[Start of Attachment]

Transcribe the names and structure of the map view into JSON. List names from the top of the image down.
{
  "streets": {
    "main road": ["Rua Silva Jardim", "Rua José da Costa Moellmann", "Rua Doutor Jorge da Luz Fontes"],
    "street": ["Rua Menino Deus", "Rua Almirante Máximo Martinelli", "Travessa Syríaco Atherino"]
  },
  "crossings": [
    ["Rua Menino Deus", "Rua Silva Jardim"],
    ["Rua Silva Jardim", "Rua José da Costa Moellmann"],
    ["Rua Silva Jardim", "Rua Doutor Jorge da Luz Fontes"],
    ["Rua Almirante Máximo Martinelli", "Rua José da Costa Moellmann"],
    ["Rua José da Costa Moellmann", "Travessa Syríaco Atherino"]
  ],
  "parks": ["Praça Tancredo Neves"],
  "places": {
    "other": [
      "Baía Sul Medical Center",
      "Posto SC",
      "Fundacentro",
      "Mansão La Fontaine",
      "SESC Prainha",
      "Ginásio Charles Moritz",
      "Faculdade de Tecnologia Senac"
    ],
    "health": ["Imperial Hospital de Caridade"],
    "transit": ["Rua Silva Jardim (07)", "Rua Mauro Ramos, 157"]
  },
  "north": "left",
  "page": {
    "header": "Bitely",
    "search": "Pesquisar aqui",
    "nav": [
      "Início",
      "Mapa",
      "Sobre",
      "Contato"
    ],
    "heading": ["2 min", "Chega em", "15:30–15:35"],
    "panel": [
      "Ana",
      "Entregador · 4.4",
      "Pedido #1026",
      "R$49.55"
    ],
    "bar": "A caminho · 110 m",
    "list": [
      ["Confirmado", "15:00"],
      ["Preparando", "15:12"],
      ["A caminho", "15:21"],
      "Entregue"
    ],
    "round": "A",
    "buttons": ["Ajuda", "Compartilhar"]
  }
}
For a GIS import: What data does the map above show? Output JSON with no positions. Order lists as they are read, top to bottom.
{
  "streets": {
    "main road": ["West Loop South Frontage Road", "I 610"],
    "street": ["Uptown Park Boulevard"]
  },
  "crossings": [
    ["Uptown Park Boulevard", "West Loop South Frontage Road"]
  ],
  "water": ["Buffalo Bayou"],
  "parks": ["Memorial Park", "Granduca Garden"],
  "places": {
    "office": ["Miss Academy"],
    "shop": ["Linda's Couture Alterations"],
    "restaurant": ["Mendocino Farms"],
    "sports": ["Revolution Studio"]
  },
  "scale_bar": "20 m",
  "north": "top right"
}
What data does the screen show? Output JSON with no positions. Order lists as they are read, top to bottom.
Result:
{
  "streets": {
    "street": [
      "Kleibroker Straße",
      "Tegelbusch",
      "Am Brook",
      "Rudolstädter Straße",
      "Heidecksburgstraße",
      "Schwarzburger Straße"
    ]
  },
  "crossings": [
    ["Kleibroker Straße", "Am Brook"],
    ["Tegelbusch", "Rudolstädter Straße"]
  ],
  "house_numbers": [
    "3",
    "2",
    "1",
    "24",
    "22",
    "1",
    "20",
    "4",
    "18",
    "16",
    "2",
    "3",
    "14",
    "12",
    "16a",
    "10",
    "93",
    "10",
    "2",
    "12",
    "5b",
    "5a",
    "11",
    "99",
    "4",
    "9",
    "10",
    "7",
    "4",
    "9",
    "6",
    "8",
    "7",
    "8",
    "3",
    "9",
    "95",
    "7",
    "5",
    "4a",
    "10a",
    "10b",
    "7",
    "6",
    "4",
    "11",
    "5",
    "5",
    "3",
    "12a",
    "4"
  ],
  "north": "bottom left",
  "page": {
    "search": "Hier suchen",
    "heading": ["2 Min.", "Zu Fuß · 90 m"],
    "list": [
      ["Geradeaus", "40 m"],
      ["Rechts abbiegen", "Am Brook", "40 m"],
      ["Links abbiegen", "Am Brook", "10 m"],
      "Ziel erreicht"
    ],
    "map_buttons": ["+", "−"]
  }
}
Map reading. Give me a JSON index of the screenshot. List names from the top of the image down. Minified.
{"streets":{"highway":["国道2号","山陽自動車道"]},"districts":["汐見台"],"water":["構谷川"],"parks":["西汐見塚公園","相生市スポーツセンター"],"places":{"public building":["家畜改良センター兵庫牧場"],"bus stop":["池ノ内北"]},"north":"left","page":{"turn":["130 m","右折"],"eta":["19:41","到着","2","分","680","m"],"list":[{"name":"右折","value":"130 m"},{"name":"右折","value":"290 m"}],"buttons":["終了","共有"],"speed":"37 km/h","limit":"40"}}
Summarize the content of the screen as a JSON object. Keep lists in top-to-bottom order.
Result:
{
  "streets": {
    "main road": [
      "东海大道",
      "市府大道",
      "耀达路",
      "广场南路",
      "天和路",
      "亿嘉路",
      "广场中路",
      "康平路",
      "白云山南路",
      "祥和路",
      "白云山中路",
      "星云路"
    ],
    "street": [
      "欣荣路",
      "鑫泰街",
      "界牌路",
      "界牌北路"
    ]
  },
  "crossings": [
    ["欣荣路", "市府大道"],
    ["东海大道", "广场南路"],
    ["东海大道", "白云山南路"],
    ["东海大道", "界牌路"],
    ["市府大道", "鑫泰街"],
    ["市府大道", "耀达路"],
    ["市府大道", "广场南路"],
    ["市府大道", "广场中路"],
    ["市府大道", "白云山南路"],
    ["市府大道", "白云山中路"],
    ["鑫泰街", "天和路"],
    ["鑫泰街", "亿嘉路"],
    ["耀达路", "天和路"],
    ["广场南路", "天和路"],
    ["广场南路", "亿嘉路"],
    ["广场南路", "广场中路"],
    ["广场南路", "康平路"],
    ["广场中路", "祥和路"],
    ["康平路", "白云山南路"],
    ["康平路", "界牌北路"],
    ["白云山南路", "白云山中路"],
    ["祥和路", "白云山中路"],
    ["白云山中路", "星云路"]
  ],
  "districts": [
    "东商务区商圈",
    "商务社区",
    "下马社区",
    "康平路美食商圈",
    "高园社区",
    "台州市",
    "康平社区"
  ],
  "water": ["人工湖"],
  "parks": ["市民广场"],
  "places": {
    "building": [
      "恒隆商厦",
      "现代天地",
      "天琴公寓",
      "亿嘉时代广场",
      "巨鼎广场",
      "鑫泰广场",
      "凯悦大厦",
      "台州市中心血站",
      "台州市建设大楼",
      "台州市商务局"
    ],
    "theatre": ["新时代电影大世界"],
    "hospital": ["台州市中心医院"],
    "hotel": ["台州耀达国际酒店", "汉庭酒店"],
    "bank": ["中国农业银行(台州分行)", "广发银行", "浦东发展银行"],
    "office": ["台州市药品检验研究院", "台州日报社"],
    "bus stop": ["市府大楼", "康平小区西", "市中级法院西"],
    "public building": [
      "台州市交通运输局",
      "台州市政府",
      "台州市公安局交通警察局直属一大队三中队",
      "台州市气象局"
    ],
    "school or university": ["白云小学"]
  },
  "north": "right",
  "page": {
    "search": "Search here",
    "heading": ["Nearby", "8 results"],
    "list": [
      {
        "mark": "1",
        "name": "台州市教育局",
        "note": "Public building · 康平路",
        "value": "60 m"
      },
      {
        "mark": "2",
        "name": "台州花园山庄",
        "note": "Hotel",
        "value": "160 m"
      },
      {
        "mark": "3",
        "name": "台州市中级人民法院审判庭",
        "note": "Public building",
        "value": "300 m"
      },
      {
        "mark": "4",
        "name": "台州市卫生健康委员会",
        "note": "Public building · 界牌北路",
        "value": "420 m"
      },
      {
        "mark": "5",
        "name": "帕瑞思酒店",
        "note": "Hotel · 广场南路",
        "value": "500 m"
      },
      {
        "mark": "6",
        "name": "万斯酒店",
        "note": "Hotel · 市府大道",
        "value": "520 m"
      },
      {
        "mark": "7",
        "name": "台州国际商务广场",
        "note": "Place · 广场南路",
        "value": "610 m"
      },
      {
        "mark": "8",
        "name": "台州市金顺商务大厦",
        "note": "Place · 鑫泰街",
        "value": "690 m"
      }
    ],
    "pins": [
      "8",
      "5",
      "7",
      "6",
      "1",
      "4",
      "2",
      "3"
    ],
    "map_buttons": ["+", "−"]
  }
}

[End of Attachment]

> What you have to do
Return only those lines of the records that contain the string "JSON".

> Answer to this task
Transcribe the names and structure of the map view into JSON. List names from the top of the image down.
For a GIS import: What data does the map above show? Output JSON with no positions. Order lists as they are read, top to bottom.
What data does the screen show? Output JSON with no positions. Order lists as they are read, top to bottom.
Map reading. Give me a JSON index of the screenshot. List names from the top of the image down. Minified.
Summarize the content of the screen as a JSON object. Keep lists in top-to-bottom order.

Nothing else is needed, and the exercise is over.